Problem to solve:
Copy all of the records below verbatim.

Dataset items:
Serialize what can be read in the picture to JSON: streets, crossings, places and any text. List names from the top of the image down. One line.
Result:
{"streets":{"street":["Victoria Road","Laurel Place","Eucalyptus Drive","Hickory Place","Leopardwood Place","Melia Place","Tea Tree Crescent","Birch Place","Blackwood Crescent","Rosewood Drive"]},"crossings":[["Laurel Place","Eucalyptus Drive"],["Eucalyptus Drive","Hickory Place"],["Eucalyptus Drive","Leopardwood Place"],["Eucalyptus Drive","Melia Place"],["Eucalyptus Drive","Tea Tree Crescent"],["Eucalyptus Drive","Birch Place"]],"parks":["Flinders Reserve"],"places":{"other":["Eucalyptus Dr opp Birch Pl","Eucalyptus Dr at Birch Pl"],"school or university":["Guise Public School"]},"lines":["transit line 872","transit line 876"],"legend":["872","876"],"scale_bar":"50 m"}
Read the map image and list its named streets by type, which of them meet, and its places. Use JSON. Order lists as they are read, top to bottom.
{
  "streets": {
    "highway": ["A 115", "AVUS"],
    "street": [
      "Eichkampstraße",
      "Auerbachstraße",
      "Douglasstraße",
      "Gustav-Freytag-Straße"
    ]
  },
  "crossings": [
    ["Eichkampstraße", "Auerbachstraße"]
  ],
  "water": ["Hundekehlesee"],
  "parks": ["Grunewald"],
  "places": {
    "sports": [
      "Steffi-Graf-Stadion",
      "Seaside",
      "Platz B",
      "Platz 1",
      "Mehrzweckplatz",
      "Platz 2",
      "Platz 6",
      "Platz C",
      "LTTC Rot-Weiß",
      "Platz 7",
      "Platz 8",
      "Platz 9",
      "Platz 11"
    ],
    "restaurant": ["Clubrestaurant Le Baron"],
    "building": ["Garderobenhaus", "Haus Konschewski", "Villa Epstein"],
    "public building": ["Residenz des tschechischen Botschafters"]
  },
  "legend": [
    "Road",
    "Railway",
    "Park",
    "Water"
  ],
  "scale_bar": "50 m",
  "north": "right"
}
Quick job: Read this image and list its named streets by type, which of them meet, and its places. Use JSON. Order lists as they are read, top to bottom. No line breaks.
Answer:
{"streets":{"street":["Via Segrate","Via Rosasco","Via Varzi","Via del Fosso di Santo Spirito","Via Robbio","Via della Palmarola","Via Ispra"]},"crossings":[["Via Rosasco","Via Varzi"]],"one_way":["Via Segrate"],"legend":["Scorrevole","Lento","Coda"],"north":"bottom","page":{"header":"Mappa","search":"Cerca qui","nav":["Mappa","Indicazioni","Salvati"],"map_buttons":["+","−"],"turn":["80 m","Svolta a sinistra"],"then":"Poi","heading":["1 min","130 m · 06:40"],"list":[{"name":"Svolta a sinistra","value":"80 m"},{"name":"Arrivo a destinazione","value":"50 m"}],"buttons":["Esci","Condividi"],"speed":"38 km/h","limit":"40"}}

Exercise solution:
Serialize what can be read in the picture to JSON: streets, crossings, places and any text. List names from the top of the image down. One line.
Result:
{"streets":{"street":["Victoria Road","Laurel Place","Eucalyptus Drive","Hickory Place","Leopardwood Place","Melia Place","Tea Tree Crescent","Birch Place","Blackwood Crescent","Rosewood Drive"]},"crossings":[["Laurel Place","Eucalyptus Drive"],["Eucalyptus Drive","Hickory Place"],["Eucalyptus Drive","Leopardwood Place"],["Eucalyptus Drive","Melia Place"],["Eucalyptus Drive","Tea Tree Crescent"],["Eucalyptus Drive","Birch Place"]],"parks":["Flinders Reserve"],"places":{"other":["Eucalyptus Dr opp Birch Pl","Eucalyptus Dr at Birch Pl"],"school or university":["Guise Public School"]},"lines":["transit line 872","transit line 876"],"legend":["872","876"],"scale_bar":"50 m"}
Read the map image and list its named streets by type, which of them meet, and its places. Use JSON. Order lists as they are read, top to bottom.
{
  "streets": {
    "highway": ["A 115", "AVUS"],
    "street": [
      "Eichkampstraße",
      "Auerbachstraße",
      "Douglasstraße",
      "Gustav-Freytag-Straße"
    ]
  },
  "crossings": [
    ["Eichkampstraße", "Auerbachstraße"]
  ],
  "water": ["Hundekehlesee"],
  "parks": ["Grunewald"],
  "places": {
    "sports": [
      "Steffi-Graf-Stadion",
      "Seaside",
      "Platz B",
      "Platz 1",
      "Mehrzweckplatz",
      "Platz 2",
      "Platz 6",
      "Platz C",
      "LTTC Rot-Weiß",
      "Platz 7",
      "Platz 8",
      "Platz 9",
      "Platz 11"
    ],
    "restaurant": ["Clubrestaurant Le Baron"],
    "building": ["Garderobenhaus", "Haus Konschewski", "Villa Epstein"],
    "public building": ["Residenz des tschechischen Botschafters"]
  },
  "legend": [
    "Road",
    "Railway",
    "Park",
    "Water"
  ],
  "scale_bar": "50 m",
  "north": "right"
}
Quick job: Read this image and list its named streets by type, which of them meet, and its places. Use JSON. Order lists as they are read, top to bottom. No line breaks.
Answer:
{"streets":{"street":["Via Segrate","Via Rosasco","Via Varzi","Via del Fosso di Santo Spirito","Via Robbio","Via della Palmarola","Via Ispra"]},"crossings":[["Via Rosasco","Via Varzi"]],"one_way":["Via Segrate"],"legend":["Scorrevole","Lento","Coda"],"north":"bottom","page":{"header":"Mappa","search":"Cerca qui","nav":["Mappa","Indicazioni","Salvati"],"map_buttons":["+","−"],"turn":["80 m","Svolta a sinistra"],"then":"Poi","heading":["1 min","130 m · 06:40"],"list":[{"name":"Svolta a sinistra","value":"80 m"},{"name":"Arrivo a destinazione","value":"50 m"}],"buttons":["Esci","Condividi"],"speed":"38 km/h","limit":"40"}}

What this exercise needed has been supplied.